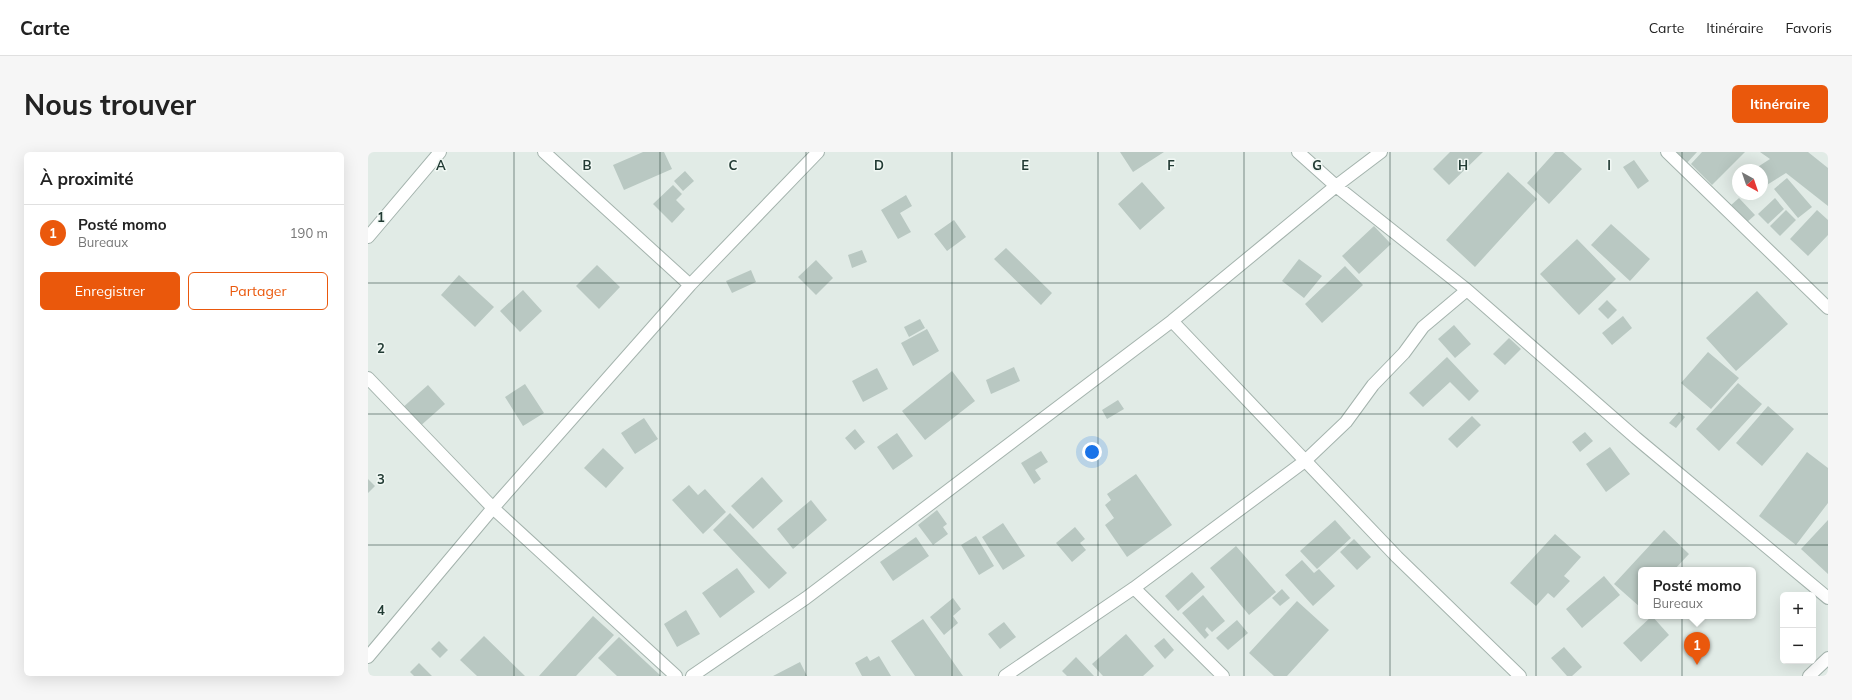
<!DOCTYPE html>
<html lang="fr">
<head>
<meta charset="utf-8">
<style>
	:root { --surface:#fff; --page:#f6f6f6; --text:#222; --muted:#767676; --line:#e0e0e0; --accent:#ea580c }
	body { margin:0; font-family:Mulish,sans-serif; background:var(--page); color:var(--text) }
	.controls { position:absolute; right:12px; bottom:12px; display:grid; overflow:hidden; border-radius:6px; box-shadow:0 4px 16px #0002 }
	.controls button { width:36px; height:36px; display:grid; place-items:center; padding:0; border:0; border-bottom:1px solid var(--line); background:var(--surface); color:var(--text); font:20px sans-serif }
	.compass { position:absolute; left:1364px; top:12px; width:36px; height:36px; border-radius:50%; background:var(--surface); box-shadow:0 4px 16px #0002; rotate:140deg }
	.you { position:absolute; left:724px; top:300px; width:14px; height:14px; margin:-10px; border:3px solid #fff; border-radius:50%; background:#1a73e8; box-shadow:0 0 0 6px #1a73e833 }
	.badge { display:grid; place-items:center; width:26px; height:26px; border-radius:50%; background:var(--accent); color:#fff; font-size:13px; font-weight:700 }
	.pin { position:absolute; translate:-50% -33px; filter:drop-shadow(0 1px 2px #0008) }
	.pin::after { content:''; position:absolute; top:21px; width:14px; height:12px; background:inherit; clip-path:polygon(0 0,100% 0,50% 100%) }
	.popup { position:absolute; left:1270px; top:415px; width:118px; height:52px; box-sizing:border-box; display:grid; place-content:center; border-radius:6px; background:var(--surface); filter:drop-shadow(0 1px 3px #0005); font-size:13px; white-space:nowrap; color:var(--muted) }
	.popup b { font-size:15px; color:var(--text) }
	.popup::after { content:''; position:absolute; left:50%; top:100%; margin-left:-8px; border:8px solid transparent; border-top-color:var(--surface) }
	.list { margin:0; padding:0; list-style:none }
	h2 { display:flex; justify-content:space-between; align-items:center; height:52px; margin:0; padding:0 16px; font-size:17px }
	h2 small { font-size:13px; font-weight:400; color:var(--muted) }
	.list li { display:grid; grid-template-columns:26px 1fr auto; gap:12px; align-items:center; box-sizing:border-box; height:56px; padding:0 16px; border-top:1px solid var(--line) }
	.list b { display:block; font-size:15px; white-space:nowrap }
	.list p { margin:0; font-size:13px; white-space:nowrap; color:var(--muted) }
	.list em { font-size:13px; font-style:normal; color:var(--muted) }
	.actions { display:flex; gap:8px; padding:12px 16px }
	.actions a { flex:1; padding:9px 0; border:1px solid var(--accent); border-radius:6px; text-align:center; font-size:14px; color:var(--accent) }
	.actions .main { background:var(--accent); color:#fff }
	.map { position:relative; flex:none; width:1460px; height:524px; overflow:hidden; border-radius:6px }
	header { display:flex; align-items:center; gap:24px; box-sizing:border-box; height:56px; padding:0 20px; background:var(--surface); border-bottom:1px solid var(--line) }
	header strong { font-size:19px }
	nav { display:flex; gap:22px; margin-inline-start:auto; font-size:14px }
	.intro { display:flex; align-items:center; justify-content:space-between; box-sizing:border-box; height:96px; padding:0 24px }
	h1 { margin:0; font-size:28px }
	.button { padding:10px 18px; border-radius:6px; background:var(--accent); color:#fff; font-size:14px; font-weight:700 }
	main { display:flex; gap:24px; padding:0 24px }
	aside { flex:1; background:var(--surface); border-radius:6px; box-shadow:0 4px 16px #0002 }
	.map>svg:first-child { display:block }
	.building { fill:#b9c8c2 }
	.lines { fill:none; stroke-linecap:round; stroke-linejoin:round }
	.street-casing { stroke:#a4b3ad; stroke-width:14 }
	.street { stroke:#fff; stroke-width:12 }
	.grid { fill:none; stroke:#223b34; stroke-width:1; stroke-opacity:0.55 }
	.grid-label { font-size:13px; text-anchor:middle; font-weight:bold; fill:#223b34; stroke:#f1f8f4; stroke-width:3; stroke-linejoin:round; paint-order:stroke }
</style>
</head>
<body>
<header>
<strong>Carte</strong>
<nav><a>Carte</a><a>Itinéraire</a><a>Favoris</a></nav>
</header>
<div class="intro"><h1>Nous trouver</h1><a class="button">Itinéraire</a></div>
<main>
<aside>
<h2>À proximité<small></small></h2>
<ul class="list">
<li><span class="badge">1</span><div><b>Posté momo</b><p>Bureaux</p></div><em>190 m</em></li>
</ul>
<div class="actions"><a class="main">Enregistrer</a><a>Partager</a></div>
</aside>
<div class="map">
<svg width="1460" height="524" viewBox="0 0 1460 524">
	<rect width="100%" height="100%" fill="#e1ebe6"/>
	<path class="building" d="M275 0H296L304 17 256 38 245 13Z
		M752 0H796L765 20Z
		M1082 0H1115L1081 33 1065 17Z
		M1187 0H1195L1214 17 1181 52 1159 31Z
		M1303 0H1329L1317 13Z
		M1334 0H1377L1344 33 1323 12Z
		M1392 0H1440L1460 16V54L1418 21 1394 36V18H1385L1402 7Z
		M1266 8 1281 29 1270 37 1255 15Z
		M317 19 326 29 315 39 306 29Z
		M1140 20 1169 47 1107 115 1078 88Z
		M1419 26 1444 55 1430 66 1406 37Z
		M774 30 797 56 772 78 750 52Z
		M305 33 314 42 308 48 317 57 304 71 285 52Z
		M538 43 544 54 532 61 543 80 530 87 513 58Z
		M1371 46 1387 63 1378 71 1362 54Z
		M1407 46 1416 57 1400 72 1390 62Z
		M1418 58 1428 68 1412 84 1402 74Z
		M1449 58 1460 68V83L1440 104 1422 87Z
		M586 68 598 85 579 99 566 82Z
		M1243 72 1282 107 1262 129 1223 93Z
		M1006 74 1023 92 991 122 974 104Z
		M1209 87 1248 127 1211 163 1172 122Z
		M638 96 684 141 673 153 626 107Z
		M494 98 499 110 484 116 480 103Z
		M931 107 954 124 936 146 914 129Z
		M448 108 465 126 448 143 430 125Z
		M229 113 252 135 231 157 208 134Z
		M977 114 995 133 954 171 937 152Z
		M383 118 388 130 364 141 358 129Z
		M91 123 126 155 107 175 73 143Z
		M155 138 174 159 152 180 132 159Z
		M1389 139 1420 172 1368 219 1338 186Z
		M1239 148 1249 158 1240 167 1230 157Z
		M1255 164 1264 176 1244 193 1234 181Z
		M552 167 557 176 541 185 536 175Z
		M1086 173 1103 192 1087 206 1070 187Z
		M559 177 571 199 545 214 533 191Z
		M1141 186 1153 197 1137 213 1125 202Z
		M1340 200 1371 226 1343 257 1313 231Z
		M1079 205 1111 239 1101 249 1082 230 1055 255 1041 241Z
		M646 215 652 229 623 242 618 228Z
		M509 216 520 237 495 250 484 229Z
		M584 219 607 249 557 288 534 259Z
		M1370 231 1394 252 1351 299 1328 277Z
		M157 232 176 261 155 274 137 245Z
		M60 233 77 252 50 276 33 257Z
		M750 248 756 257 739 267 734 258Z
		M1400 254 1426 277 1394 314 1368 291Z
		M1311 260 1317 265 1308 276 1301 271Z
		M1104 264 1113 273 1089 296 1080 287Z
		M276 266 290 287 267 302 253 281Z
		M487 277 497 290 487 298 477 286Z
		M1217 280 1225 289 1212 300 1204 290Z
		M529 281 545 304 525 318 509 295Z
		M1242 295 1262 322 1238 340 1218 312Z
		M235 296 256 316 238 336 216 316Z
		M673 299 680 310 667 318 673 327 666 332 653 311Z
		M1439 300 1460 316V351L1428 393 1391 364Z
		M768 322 804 373 759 405 737 373 746 366 737 353 743 348 739 342Z
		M394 325 415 349 385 377 363 354Z
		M0 327 7 334 0 341Z
		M321 333 330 343 337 337 358 360 335 382 304 348Z
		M443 348 459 368 425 397 409 377Z
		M569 358 579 372 575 375 580 382 565 393 550 373Z
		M362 361 419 421 401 437 345 378Z
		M967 368 983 386 949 417 932 399Z
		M1460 368V422L1433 397Z
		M635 371 657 404 635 418 614 385Z
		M707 375 717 387 712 391 718 398 704 410 688 391Z
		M1296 378 1321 402 1306 418H1273L1272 455 1246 432Z
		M1187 382 1213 405 1196 424 1202 429 1186 446 1180 441 1168 454 1142 431Z
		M608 384 626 414 611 423 593 393Z
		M548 385 561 404 525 429 512 410Z
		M986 387 1003 405 989 418 972 400Z
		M868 394 908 440 881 463 842 416Z
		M934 408 946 421 951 417 967 434 945 454 917 423Z
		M369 416 387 440 352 466 334 441Z
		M824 420 837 435 810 459 797 444Z
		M1236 424 1252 443 1214 476 1198 457Z
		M914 437 922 446 912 454 904 446Z
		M835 443 857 469 844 480 839 475 837 478 841 483 837 487 814 461Z
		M585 446 593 457 585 464 590 471 576 483 562 465Z
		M929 449 961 478 919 524H906L881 501Z
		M318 458 332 482 309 495 296 472Z
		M225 464 246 483 208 524H171Z
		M1284 464 1301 483 1273 510 1255 491Z
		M555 467 595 524H547L523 489Z
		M869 468 880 481 860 498 848 486Z
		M636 470 648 485 632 497 620 482Z
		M758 482 786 514 775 524H735L724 512Z
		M116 484 157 524H109L92 508Z
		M251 485 293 524H249L230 506Z
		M796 486 806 498 797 507 786 494Z
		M71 489 80 498 72 506 63 497Z
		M1196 495 1214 515 1204 524H1199L1183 506Z
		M499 504 502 509 511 504 523 524H494L487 511Z
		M708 505 726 524H699L694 519Z
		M432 510 439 524H405Z
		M51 511 64 524H46L42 520Z"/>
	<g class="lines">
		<defs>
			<path id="street" d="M176 0 322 133
				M930 0 968 34 1099 138 1268 286 1460 446
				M1299 0 1460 156
				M0 85 72 0
				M804 169 1029 405 1152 524
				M0 226 125 356 308 524
				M766 436 855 524
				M0 505 125 356 322 133 450 0
				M324 524 438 446 804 169 968 34 1013 0
				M637 524 766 436 937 309 978 270 1005 233 1036 201 1055 175 1099 138
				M1441 524 1460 506"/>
		</defs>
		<use href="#street" class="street-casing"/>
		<use href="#street" class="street"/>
	</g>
	<path class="grid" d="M146 0V524M292 0V524M438 0V524M584 0V524M730 0V524M876 0V524M1022 0V524M1168 0V524M1314 0V524M0 131H1460M0 262H1460M0 393H1460"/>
	<g class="grid-label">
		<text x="73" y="18">A</text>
		<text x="219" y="18">B</text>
		<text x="365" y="18">C</text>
		<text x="511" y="18">D</text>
		<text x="657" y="18">E</text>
		<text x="803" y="18">F</text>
		<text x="949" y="18">G</text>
		<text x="1095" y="18">H</text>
		<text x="1241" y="18">I</text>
		<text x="13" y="70">1</text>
		<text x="13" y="201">2</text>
		<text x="13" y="332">3</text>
		<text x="13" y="463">4</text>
	</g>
</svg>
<div class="controls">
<button>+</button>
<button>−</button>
</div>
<svg class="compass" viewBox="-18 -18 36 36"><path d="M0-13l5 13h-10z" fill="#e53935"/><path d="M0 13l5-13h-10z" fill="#767676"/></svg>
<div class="you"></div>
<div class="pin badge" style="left:1329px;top:513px">1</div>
<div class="popup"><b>Posté momo</b>Bureaux</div>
</div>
</main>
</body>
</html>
------------------------------
_What you will do_
Scan the records for the string "serif". Copy each line in which it appears.

_Expected answer_
	body { margin:0; font-family:Mulish,sans-serif; background:var(--page); color:var(--text) }
	.controls button { width:36px; height:36px; display:grid; place-items:center; padding:0; border:0; border-bottom:1px solid var(--line); background:var(--surface); color:var(--text); font:20px sans-serif }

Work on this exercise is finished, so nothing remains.